According to the data in Table 8 and Figure 8, we can conclude that after the test set runs, the performance of the four models has decreased to a certain extent, but the smart sensor dance acquisition model proposed in the article has the lowest degree of decline, and the performance after the decline is still highest among the 4 models, with an accuracy of 90.24% before model improvement and 93.16% after improvement. According to the ROC curves of the four algorithms, we can also see that the ROC curve value of the improved system is very stable, no matter in the test set or the mixed test set, the ROC value has been kept at 0.95, the ROC value before the improvement is stable within the range of 0.85–0.95, the ROC curves of the mechanical motion capture model and the optical motion capture model are more tortuous, and the ROC values are also lower.
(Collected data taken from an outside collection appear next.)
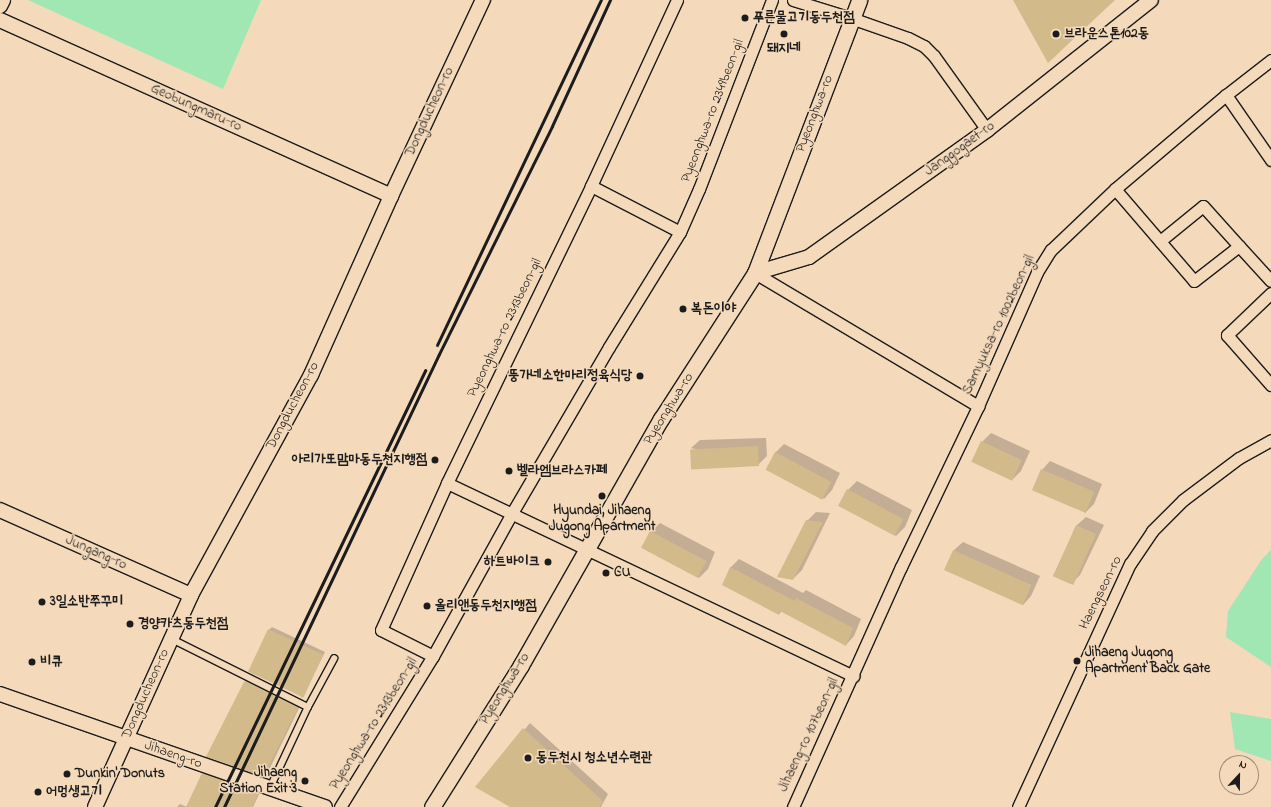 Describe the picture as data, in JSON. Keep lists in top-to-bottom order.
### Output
{
  "streets": {
    "main road": ["Pyeonghwa-ro"],
    "street": [
      "Geobungmaru-ro",
      "Pyeonghwa-ro 2349beon-gil",
      "Dongducheon-ro",
      "Janggogaet-ro",
      "Samyuksa-ro 1002beon-gil",
      "Pyeonghwa-ro 2313beon-gil",
      "Jungang-ro",
      "Haengseon-ro",
      "Jihaeng-ro 107beon-gil",
      "Jihaeng-ro"
    ]
  },
  "crossings": [
    ["Geobungmaru-ro", "Dongducheon-ro"],
    ["Pyeonghwa-ro 2349beon-gil", "Pyeonghwa-ro 2313beon-gil"],
    ["Dongducheon-ro", "Jungang-ro"],
    ["Dongducheon-ro", "Jihaeng-ro"],
    ["Pyeonghwa-ro", "Janggogaet-ro"],
    ["Samyuksa-ro 1002beon-gil", "Jihaeng-ro 107beon-gil"]
  ],
  "places": [
    "푸른물고기동두천점",
    "돼지네",
    "브라운스톤102동",
    "복돈이야",
    "뚱가네소한마리정육식당",
    "아리가또맘마동두천지행점",
    "벨라엠브라스카페",
    "Hyundai, Jihaeng Jugong Apartment",
    "하트바이크",
    "CU",
    "3일소반쭈꾸미",
    "올리앤동두천지행점",
    "경양카츠동두천점",
    "Jihaeng Jugong Apartment Back Gate",
    "비큐",
    "동두천시 청소년수련관",
    "Dunkin' Donuts",
    "Jihaeng Station Exit 3",
    "어멍생고기"
  ],
  "north": "top"
} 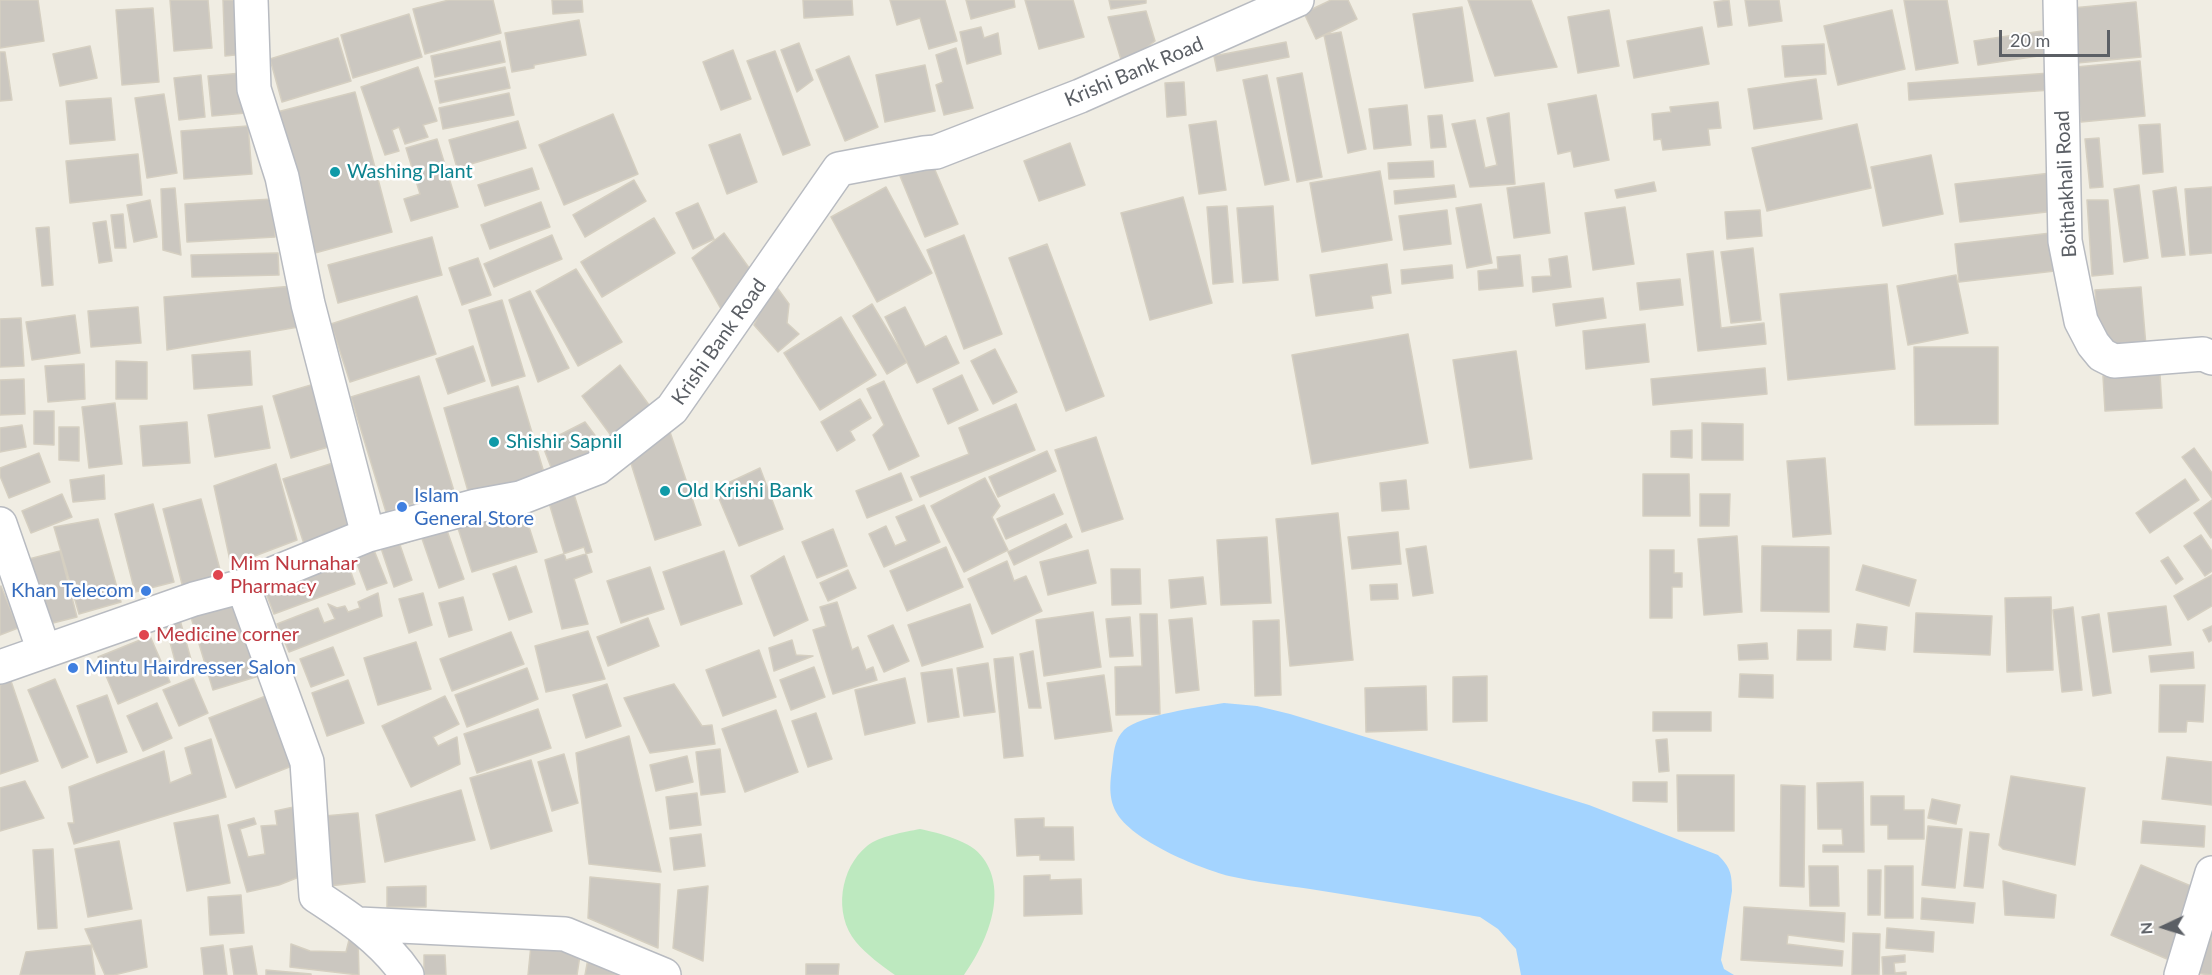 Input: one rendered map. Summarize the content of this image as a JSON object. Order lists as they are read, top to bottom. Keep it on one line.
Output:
{"streets":{"street":["Krishi Bank Road","Boithakhali Road"]},"places":["Washing Plant","Shishir Sapnil","Old Krishi Bank","Islam General Store","Mim Nurnahar Pharmacy","Khan Telecom","Medicine corner","Mintu Hairdresser Salon"],"scale_bar":"20 m","north":"left"}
The experimental results further illustrate that the model proposed in this paper has the best performance.

Table 8

The performance of each model on the mixed test set.

Model	Accuracy (%)	Precision (%)	Recall (%)	F1 score (%)
Smart sensor dance collection model	90.24	90.56	90.89	91.24
Improved dance collection model	93.16	93.89	93.78	94.40
Mechanical motion capture model	87.23	87.93	88.12	88.18
Optical motion capture model	75.14	75.24	75.89	7.12

Figure 8

ROC curve under the mixed test set.

5. Conclusion

Relying on intelligent sensor technology, this paper studies the real-time acquisition method of music and dance gestures. The research idea of the article breaks through the traditional research method and provides a new idea for dance acquisition method with information and intelligent technical means. The general idea of the article is to preprocess the collected dance images, including image grayscale and background detection, to extract the character features in the video images. Then use the principle of intelligent sensor to realize the recognition of dance movements. Although some good achievements have been made in dance collection, there are still some deficiencies in some aspects. In the process of collecting dance video data, only one perspective data can be collected, and multiple perspectives cannot be covered. The dance database of this article has a small amount of information and cannot meet the needs of a large number of dance trainers. In the future research work, we should start to solve these problems.